▶ [Action item]:
Return the lines from the start of the data through the line with "0 #424051) drop-shadow(-2px". Include both of those lines and no others.

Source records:
BEGIN
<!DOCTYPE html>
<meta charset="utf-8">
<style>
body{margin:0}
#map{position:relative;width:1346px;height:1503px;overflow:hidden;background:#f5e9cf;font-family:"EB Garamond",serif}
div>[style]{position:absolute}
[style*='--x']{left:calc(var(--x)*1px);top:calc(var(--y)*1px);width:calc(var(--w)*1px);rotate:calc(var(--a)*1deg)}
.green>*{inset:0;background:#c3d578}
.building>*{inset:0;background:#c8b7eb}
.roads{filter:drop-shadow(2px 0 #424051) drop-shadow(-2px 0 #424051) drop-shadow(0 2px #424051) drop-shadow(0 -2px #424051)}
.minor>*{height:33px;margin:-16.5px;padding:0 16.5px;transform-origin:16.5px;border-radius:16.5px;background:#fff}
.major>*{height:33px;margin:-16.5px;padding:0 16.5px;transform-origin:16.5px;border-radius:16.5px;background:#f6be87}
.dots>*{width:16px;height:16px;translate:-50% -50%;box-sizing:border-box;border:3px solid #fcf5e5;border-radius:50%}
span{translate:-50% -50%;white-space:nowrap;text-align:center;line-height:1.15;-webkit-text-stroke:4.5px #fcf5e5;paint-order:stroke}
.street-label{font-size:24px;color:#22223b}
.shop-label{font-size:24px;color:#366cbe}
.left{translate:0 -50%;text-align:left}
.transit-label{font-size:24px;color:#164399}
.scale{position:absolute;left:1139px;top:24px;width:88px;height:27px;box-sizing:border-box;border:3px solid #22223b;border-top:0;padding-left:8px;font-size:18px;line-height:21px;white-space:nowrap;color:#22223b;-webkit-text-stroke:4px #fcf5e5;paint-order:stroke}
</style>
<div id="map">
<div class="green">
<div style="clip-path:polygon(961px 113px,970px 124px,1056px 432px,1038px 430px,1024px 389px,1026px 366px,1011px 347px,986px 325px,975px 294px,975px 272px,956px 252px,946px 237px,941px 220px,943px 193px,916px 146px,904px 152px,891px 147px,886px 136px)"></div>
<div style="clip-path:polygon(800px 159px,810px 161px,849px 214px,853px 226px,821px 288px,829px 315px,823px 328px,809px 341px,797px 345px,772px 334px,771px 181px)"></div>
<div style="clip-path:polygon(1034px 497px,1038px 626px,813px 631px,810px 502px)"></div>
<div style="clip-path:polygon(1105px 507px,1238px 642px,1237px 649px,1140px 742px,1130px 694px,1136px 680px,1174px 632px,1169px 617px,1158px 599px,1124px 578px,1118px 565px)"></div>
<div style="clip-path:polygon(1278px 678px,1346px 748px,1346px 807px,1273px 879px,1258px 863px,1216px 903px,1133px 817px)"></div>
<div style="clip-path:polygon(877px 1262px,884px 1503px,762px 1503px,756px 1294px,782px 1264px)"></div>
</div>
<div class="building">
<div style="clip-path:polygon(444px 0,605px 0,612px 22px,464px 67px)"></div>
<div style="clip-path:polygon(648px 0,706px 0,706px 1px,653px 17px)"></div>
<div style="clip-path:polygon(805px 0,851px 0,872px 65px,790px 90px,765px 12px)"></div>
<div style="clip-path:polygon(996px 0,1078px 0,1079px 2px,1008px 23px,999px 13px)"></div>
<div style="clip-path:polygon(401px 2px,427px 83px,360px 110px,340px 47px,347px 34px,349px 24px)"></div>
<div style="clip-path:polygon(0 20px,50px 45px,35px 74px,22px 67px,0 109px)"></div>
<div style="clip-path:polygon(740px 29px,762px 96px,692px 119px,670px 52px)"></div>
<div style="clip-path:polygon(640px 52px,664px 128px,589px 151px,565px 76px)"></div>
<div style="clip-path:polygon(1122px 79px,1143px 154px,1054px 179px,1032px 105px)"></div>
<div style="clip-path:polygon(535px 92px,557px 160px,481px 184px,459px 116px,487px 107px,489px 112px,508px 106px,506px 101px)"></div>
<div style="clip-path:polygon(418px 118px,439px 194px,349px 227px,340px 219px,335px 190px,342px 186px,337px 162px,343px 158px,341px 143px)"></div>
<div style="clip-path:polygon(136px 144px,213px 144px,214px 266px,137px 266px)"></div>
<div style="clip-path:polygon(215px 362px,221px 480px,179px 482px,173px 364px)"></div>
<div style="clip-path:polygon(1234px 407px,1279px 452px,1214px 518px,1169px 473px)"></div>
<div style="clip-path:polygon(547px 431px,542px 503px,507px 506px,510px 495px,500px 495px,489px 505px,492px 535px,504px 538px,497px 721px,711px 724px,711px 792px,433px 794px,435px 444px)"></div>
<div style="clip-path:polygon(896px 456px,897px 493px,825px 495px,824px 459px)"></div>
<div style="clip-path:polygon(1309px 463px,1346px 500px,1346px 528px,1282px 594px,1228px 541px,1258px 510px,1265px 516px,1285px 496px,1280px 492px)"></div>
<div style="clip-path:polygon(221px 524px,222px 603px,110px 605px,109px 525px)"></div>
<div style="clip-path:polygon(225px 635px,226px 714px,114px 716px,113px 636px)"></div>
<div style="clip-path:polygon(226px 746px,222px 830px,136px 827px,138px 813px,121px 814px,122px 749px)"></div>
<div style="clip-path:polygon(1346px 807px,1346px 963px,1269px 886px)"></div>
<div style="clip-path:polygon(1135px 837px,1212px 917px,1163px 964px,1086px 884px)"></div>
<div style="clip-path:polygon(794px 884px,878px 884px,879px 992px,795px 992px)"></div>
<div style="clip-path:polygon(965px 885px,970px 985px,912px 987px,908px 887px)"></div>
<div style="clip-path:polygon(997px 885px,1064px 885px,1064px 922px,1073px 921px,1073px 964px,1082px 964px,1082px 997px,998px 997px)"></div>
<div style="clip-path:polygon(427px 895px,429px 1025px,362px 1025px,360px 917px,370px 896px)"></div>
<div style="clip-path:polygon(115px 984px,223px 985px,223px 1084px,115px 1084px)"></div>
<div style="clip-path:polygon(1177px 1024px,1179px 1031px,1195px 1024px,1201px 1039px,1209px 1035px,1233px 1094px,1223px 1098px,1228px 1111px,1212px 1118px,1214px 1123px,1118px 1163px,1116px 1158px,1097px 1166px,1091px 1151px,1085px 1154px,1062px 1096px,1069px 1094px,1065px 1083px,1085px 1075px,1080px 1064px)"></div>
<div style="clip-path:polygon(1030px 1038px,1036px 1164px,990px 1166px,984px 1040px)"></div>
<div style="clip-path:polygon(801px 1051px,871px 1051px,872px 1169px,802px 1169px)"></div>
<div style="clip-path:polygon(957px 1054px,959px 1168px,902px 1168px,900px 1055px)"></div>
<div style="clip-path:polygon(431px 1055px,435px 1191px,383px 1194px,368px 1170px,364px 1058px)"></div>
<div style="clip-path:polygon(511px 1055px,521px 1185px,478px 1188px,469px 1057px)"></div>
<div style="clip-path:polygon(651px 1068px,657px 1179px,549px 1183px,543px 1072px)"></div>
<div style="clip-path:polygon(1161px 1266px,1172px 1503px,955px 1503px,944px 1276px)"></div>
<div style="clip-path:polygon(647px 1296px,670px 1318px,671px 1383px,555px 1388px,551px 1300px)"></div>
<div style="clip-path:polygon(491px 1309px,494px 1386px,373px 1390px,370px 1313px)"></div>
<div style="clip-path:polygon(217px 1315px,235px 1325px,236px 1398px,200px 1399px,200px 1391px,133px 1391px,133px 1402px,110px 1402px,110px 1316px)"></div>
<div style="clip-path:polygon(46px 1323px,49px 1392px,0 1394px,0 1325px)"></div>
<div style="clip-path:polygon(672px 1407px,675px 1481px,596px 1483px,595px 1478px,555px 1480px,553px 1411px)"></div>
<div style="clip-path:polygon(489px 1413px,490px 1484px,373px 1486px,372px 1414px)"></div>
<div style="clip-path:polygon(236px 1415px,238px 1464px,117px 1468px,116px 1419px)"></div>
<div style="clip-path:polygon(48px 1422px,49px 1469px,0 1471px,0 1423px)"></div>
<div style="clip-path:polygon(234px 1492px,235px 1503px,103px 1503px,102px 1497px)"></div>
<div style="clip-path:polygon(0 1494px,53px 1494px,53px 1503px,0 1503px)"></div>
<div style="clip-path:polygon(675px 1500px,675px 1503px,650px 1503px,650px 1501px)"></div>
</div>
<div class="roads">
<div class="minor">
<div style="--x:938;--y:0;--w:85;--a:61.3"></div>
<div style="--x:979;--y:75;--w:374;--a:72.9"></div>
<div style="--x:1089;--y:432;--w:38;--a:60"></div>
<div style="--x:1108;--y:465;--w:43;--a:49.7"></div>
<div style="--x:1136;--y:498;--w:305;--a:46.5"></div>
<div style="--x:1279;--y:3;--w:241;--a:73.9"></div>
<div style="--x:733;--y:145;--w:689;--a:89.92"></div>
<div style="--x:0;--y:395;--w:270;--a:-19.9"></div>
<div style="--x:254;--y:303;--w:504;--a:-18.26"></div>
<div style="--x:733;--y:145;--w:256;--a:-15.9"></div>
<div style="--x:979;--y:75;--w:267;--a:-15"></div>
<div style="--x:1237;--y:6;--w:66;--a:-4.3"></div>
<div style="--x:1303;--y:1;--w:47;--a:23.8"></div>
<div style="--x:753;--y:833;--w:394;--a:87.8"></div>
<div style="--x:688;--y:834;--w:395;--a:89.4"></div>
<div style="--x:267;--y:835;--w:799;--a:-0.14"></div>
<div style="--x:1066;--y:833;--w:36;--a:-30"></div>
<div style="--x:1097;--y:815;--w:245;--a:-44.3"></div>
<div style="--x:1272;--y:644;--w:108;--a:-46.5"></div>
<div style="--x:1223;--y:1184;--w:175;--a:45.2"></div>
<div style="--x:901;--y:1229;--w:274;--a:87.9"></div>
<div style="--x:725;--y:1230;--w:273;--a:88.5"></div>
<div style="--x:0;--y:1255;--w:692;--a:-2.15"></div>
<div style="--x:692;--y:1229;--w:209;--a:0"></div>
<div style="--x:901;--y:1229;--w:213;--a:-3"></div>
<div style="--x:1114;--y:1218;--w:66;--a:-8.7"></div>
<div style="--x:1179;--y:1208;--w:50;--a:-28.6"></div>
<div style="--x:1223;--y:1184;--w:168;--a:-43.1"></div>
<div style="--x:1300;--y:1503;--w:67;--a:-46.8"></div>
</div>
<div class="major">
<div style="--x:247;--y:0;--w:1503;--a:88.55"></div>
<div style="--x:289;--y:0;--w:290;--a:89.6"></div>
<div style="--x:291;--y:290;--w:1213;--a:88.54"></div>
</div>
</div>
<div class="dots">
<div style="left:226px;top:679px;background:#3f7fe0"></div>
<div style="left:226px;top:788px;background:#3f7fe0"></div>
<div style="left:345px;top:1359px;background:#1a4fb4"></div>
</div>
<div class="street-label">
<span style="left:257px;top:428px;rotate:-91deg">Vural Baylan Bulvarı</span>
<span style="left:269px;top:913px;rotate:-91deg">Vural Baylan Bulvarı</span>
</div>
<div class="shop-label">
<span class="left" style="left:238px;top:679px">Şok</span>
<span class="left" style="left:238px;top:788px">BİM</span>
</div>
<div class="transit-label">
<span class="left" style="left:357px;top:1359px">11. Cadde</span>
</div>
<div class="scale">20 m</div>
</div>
END
▶ [Answer section]:
<!DOCTYPE html>
<meta charset="utf-8">
<style>
body{margin:0}
#map{position:relative;width:1346px;height:1503px;overflow:hidden;background:#f5e9cf;font-family:"EB Garamond",serif}
div>[style]{position:absolute}
[style*='--x']{left:calc(var(--x)*1px);top:calc(var(--y)*1px);width:calc(var(--w)*1px);rotate:calc(var(--a)*1deg)}
.green>*{inset:0;background:#c3d578}
.building>*{inset:0;background:#c8b7eb}
.roads{filter:drop-shadow(2px 0 #424051) drop-shadow(-2px 0 #424051) drop-shadow(0 2px #424051) drop-shadow(0 -2px #424051)}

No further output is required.